Eliot Spitzer, der Gouverneur von New York, musste das Feld räumen, nachdem er mit Prostituierten erwischt wurde; unvergessen ist natürlich die unheilige Inquisition, die versuchte, Bill Clinton wegen seiner sexuellen Eskapaden zur Strecke zu bringen. Die Fragen der Moralwächter gingen zum Schluß selbst Frau Clinton als Feministin auf die Nerven. Die Sache zu Hause unter vier Augen regeln? Keine Chance, zumindest nicht, wenn man ein sogenannter Prominenter ist.
Neue hysterische Dimensionen konnten kürzlich beim Fall Tiger Woods beobachtet werden. „Warum liebten alle im Sport, in den Medien und in ganz Amerika so einen Mann?“ fragte das Magazin „Psychology Today“ erschrocken darüber, wie das diesem Amerika „passieren“ konnte. Die Antwort: „Weil wir Menschen mit Doppelleben heimlich verehren.“ Der unberührbare Supergolfstar Tiger Woods ging fremd. Angeblich mit rund 12 Halbprostituierten, Pornostars und Partymäusen. Geliebte Nummer eins, Rachel Uchitel, erzählte den Zeitungen von „verrücktem Sex auf Ambien“, einem Beruhigungsmittel, dass die ganze Sache angeblich noch abgefahrener macht. Tiger: kein Sportler aus Stahl und kein Super-Ehemann, sondern ein sexsüchtiger Lügner.

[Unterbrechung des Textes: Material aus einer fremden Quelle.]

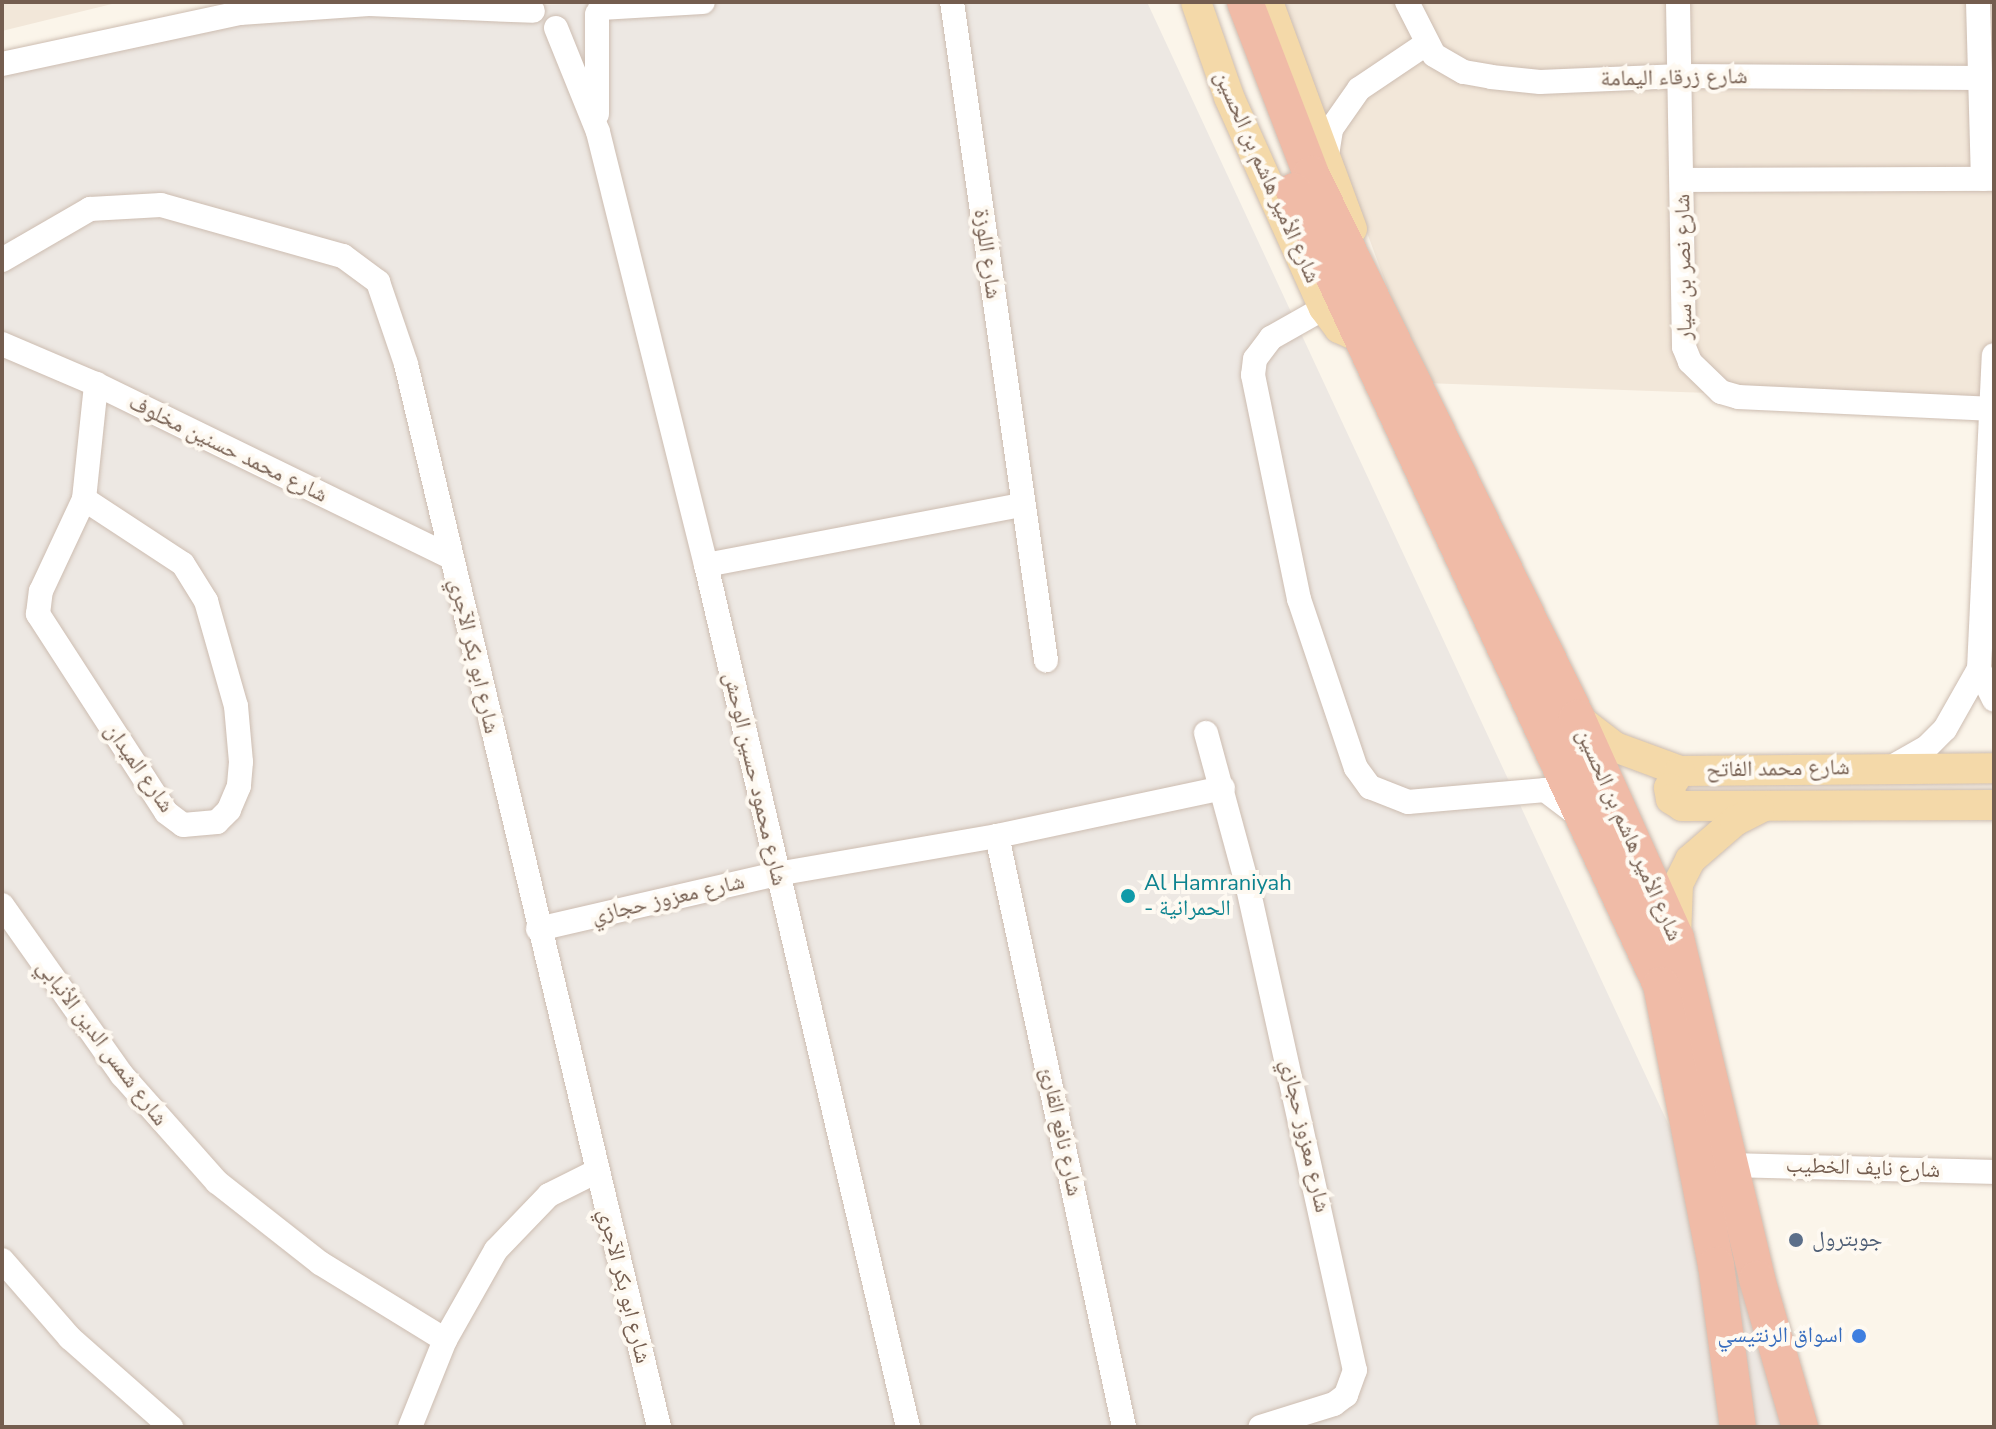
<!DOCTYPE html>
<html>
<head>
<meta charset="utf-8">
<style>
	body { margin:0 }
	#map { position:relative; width:1996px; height:1429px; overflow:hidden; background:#fbf5ea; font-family:"Nunito Sans","Noto Naskh Arabic",sans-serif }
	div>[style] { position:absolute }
	.residential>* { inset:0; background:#f2e7d9 }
	.industrial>* { inset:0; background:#ede8e3 }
	.roads { filter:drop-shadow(0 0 2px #cdbdb1) drop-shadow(0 0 2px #cdbdb1) }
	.minor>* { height:24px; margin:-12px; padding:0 12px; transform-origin:12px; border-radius:12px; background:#fff }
	.major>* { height:30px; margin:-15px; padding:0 15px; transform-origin:15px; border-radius:15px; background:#f4d9a9 }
	.highway>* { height:36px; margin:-18px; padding:0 18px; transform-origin:18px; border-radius:18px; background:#f0bba7 }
	.dots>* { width:22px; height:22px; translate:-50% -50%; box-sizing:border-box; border:4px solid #fef9f1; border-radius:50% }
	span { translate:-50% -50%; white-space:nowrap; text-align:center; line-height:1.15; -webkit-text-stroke:8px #fef9f1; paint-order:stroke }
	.street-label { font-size:22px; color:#745d4f }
	.culture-label { font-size:22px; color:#0d838f }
	.left { translate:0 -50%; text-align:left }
	.service-label { font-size:22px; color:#4e5e75 }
	.shop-label { font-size:22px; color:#366cbe }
	.right { translate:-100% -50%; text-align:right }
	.frame { position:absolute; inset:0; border:4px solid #745d4f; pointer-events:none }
</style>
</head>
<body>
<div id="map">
	<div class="residential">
		<div style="clip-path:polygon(2px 2px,120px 2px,2px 31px)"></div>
		<div style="clip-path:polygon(1281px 2px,1994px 2px,1994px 677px,1989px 669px,1993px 403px,1423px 383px)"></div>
	</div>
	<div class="industrial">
		<div style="clip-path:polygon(677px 2px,1147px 2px,1809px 1427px,2px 1427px,2px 62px,211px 11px)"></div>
	</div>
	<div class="roads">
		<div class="minor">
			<div style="left:952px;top:2px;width:665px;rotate:81.87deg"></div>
			<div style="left:1407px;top:2px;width:59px;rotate:63deg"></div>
			<div style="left:1434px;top:55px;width:34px;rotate:30deg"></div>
			<div style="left:1464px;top:72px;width:27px;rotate:10deg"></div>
			<div style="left:1491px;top:77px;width:49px;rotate:5.8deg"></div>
			<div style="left:1540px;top:82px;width:141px;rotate:-2.4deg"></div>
			<div style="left:1681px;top:76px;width:299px;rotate:0.4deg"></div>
			<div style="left:1678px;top:2px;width:345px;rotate:89deg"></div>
			<div style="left:1684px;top:347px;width:16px;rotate:68deg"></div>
			<div style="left:1690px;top:362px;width:43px;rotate:44.1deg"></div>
			<div style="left:1721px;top:392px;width:18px;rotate:16deg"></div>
			<div style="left:1738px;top:397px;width:251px;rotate:2.7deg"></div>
			<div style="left:1978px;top:2px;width:177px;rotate:88.4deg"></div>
			<div style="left:600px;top:8px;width:103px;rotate:-3.3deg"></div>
			<div style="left:597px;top:14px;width:100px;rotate:90deg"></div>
			<div style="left:556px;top:28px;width:112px;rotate:68deg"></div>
			<div style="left:598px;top:132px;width:446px;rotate:76deg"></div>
			<div style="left:706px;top:565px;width:885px;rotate:76.81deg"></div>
			<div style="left:2px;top:64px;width:243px;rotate:-12.1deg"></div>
			<div style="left:240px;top:13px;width:129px;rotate:-4deg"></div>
			<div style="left:369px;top:4px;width:164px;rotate:2.4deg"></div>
			<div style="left:1327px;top:155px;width:26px;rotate:-81deg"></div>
			<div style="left:1331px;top:129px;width:49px;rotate:-55deg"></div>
			<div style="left:1359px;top:89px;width:81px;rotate:-33.9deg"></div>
			<div style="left:1682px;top:180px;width:312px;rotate:-0.2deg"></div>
			<div style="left:2px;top:260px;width:102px;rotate:-30.1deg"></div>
			<div style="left:90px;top:209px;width:71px;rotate:-3.2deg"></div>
			<div style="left:161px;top:205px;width:189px;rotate:15.7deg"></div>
			<div style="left:343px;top:256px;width:44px;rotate:36.6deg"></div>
			<div style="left:378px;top:282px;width:87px;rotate:71.1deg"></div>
			<div style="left:406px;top:364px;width:1093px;rotate:76.61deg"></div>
			<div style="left:1324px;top:308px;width:61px;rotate:150.5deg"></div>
			<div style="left:1271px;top:338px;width:26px;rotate:127deg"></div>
			<div style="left:1255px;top:359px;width:16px;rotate:97deg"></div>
			<div style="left:1253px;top:375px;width:229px;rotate:78.4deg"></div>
			<div style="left:1299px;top:599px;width:178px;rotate:71.4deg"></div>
			<div style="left:1356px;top:768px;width:24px;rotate:54deg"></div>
			<div style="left:1370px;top:787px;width:41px;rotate:21.5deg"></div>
			<div style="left:1408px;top:802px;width:138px;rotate:-5deg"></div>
			<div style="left:1545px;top:790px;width:40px;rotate:37deg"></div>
			<div style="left:2px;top:344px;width:102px;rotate:23.1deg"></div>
			<div style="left:96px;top:384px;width:396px;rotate:26deg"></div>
			<div style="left:84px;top:499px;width:118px;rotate:33.3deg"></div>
			<div style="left:183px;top:564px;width:44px;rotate:58.1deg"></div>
			<div style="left:206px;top:601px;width:109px;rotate:74.1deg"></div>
			<div style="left:236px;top:706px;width:56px;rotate:84.9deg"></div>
			<div style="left:241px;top:762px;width:24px;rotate:95deg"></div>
			<div style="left:239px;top:786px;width:26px;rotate:113deg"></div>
			<div style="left:229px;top:810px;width:17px;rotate:135deg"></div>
			<div style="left:217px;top:822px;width:34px;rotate:175deg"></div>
			<div style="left:183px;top:825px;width:21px;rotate:-143deg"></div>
			<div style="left:166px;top:812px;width:236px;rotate:-122.9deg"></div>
			<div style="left:38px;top:614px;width:23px;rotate:-83deg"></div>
			<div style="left:41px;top:591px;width:102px;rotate:-64.9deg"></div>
			<div style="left:84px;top:499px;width:116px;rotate:-84deg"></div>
			<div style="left:706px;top:565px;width:322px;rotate:-10.8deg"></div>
			<div style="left:1979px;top:669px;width:34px;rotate:64deg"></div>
			<div style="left:1206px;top:733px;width:161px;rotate:74.8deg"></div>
			<div style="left:1248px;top:888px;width:494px;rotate:77.5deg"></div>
			<div style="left:1355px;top:1370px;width:27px;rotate:110deg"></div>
			<div style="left:1346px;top:1395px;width:15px;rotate:143deg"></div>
			<div style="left:1334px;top:1404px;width:77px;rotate:162.7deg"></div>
			<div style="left:1892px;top:767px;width:40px;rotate:-29.7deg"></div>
			<div style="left:1927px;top:747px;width:25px;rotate:-45deg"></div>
			<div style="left:1945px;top:729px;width:69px;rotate:-60.5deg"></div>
			<div style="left:1979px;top:669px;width:314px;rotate:-87.3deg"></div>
			<div style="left:997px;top:836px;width:604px;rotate:77.87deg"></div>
			<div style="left:2px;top:905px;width:208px;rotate:54.8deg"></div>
			<div style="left:122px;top:1075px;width:143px;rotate:48.4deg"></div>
			<div style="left:217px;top:1182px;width:131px;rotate:38.2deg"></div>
			<div style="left:320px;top:1263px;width:147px;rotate:31.6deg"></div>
			<div style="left:538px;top:929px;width:245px;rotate:-13deg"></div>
			<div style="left:777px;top:874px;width:223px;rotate:-9.8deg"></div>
			<div style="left:997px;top:836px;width:231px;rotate:-12deg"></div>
			<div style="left:1732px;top:1165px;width:262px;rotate:1.5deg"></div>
			<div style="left:2px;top:1260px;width:103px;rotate:48.9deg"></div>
			<div style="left:70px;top:1338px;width:135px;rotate:41.4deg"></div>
			<div style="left:410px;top:1427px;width:94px;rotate:-68.1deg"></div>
			<div style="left:445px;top:1340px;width:103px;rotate:-60.5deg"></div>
			<div style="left:496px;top:1250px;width:76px;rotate:-46.1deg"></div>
			<div style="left:549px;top:1195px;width:51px;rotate:-26.6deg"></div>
		</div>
		<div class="major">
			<div style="left:1196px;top:2px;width:101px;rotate:70.8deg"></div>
			<div style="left:1229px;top:97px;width:231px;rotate:65.8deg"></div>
			<div style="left:1324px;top:308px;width:25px;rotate:53deg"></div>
			<div style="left:1339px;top:328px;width:22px;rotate:24deg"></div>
			<div style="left:1268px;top:2px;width:242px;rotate:69.7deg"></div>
			<div style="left:1577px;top:718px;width:48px;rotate:37.3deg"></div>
			<div style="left:1615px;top:747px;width:69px;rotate:20.3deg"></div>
			<div style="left:1680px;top:771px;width:314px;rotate:-0.5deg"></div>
			<div style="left:1680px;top:771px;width:20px;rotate:123deg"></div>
			<div style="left:1669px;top:788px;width:11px;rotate:80deg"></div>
			<div style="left:1671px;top:799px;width:13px;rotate:32deg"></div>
			<div style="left:1682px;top:806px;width:312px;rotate:-0.2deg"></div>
			<div style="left:1676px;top:938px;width:54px;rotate:-87.9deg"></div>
			<div style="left:1678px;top:884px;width:27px;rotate:-63deg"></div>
			<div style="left:1690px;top:860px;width:60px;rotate:-40.9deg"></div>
			<div style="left:1735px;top:821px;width:27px;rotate:-27deg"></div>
		</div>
		<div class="highway">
			<div style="left:1245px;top:2px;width:184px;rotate:69deg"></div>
			<div style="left:1311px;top:174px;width:606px;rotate:63.94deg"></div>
			<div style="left:1577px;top:718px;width:241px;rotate:65.8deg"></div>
			<div style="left:1676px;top:938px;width:350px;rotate:76.6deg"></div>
			<div style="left:1757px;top:1279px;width:154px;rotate:73.8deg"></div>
			<div style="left:1294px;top:191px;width:875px;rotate:65.19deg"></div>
			<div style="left:1661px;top:985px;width:285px;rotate:78.9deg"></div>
			<div style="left:1716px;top:1265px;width:163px;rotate:82.3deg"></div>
		</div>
	</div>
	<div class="dots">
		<div style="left:1128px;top:896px;background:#0f9aa8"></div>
		<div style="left:1796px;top:1240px;background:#5c6f8a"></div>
		<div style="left:1859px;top:1336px;background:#3f7fe0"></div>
	</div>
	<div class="street-label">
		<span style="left:1674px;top:78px;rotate:-1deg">شارع زرقاء اليمامة</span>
		<span style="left:1267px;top:177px;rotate:66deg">شارع الأمير هاشم بن الحسين</span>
		<span style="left:987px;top:254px;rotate:82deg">شارع اللوزة</span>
		<span style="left:1684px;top:267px;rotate:-91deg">شارع نصر بن سيار</span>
		<span style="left:228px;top:449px;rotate:26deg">شارع محمد حسنين مخلوف</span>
		<span style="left:474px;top:656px;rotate:77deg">شارع ابو بكر الآجري</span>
		<span style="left:139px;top:768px;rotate:55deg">شارع الميدان</span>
		<span style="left:1778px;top:769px;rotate:-1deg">شارع محمد الفاتح</span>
		<span style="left:755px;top:779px;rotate:77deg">شارع محمود حسين الوحش</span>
		<span style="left:1629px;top:835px;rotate:66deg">شارع الأمير هاشم بن الحسين</span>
		<span style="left:668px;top:899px;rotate:-13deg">شارع معزوز حجازي</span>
		<span style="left:102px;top:1043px;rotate:53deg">شارع شمس الدين الأنبابي</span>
		<span style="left:1061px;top:1132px;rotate:78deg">شارع نافع القارئ</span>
		<span style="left:1305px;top:1136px;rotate:77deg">شارع معزوز حجازي</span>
		<span style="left:1863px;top:1168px;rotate:2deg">شارع نايف الخطيب</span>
		<span style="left:624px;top:1286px;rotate:76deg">شارع ابو بكر الآجري</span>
	</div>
	<div class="culture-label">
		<span class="left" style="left:1144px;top:896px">Al Hamraniyah<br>- الحمرانية</span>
	</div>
	<div class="service-label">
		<span class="left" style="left:1812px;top:1240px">جوبترول</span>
	</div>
	<div class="shop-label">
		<span class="right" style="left:1843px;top:1336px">اسواق الرنتيسي</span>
	</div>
	<div class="frame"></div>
</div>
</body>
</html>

Die öffentliche Entschuldigung Tigers im Fernsehen dominierte sämtliche News, das ganze Land schien in einer Art Ausnahmezustand. Neuigkeiten vom Irakkrieg oder aus Afghanistan: langweilig!
„Ich war untreu, ich hatte Affären, ich habe betrogen. Was ich getan habe, ist nicht aktzeptabel und ich bin die einzige Person, die schuld ist.“ Woods Entschuldigung war ein bizarres Schauspiel öffentlich inszenierter Reue. Zum einen war die Botschaft eindeutig an seine zurückschreckenden Sponsoren gerichtet, zum anderen ging Woods danach zu seiner Mutter, umarmte diese und bat um Entschuldigung. Warum sich ein erwachsener Mann öffentlich ausgerechnet bei seiner Mutter entschuldigt, wenn er seine Frau betrügt, kann man wohl nur verstehen, wenn man Amerikaner ist. Und warum führte Tiger überhaupt eine Ehe mit einer durchaus marketingtauglichen Frau, wenn er doch offenbar gar kein „Husband“ sein wollte? Amerika, was ist da los? Diese Antworten kann nur einer der letzten großen weisen Männer des Landes geben, ein Experte in Sachen Sex und Ehe.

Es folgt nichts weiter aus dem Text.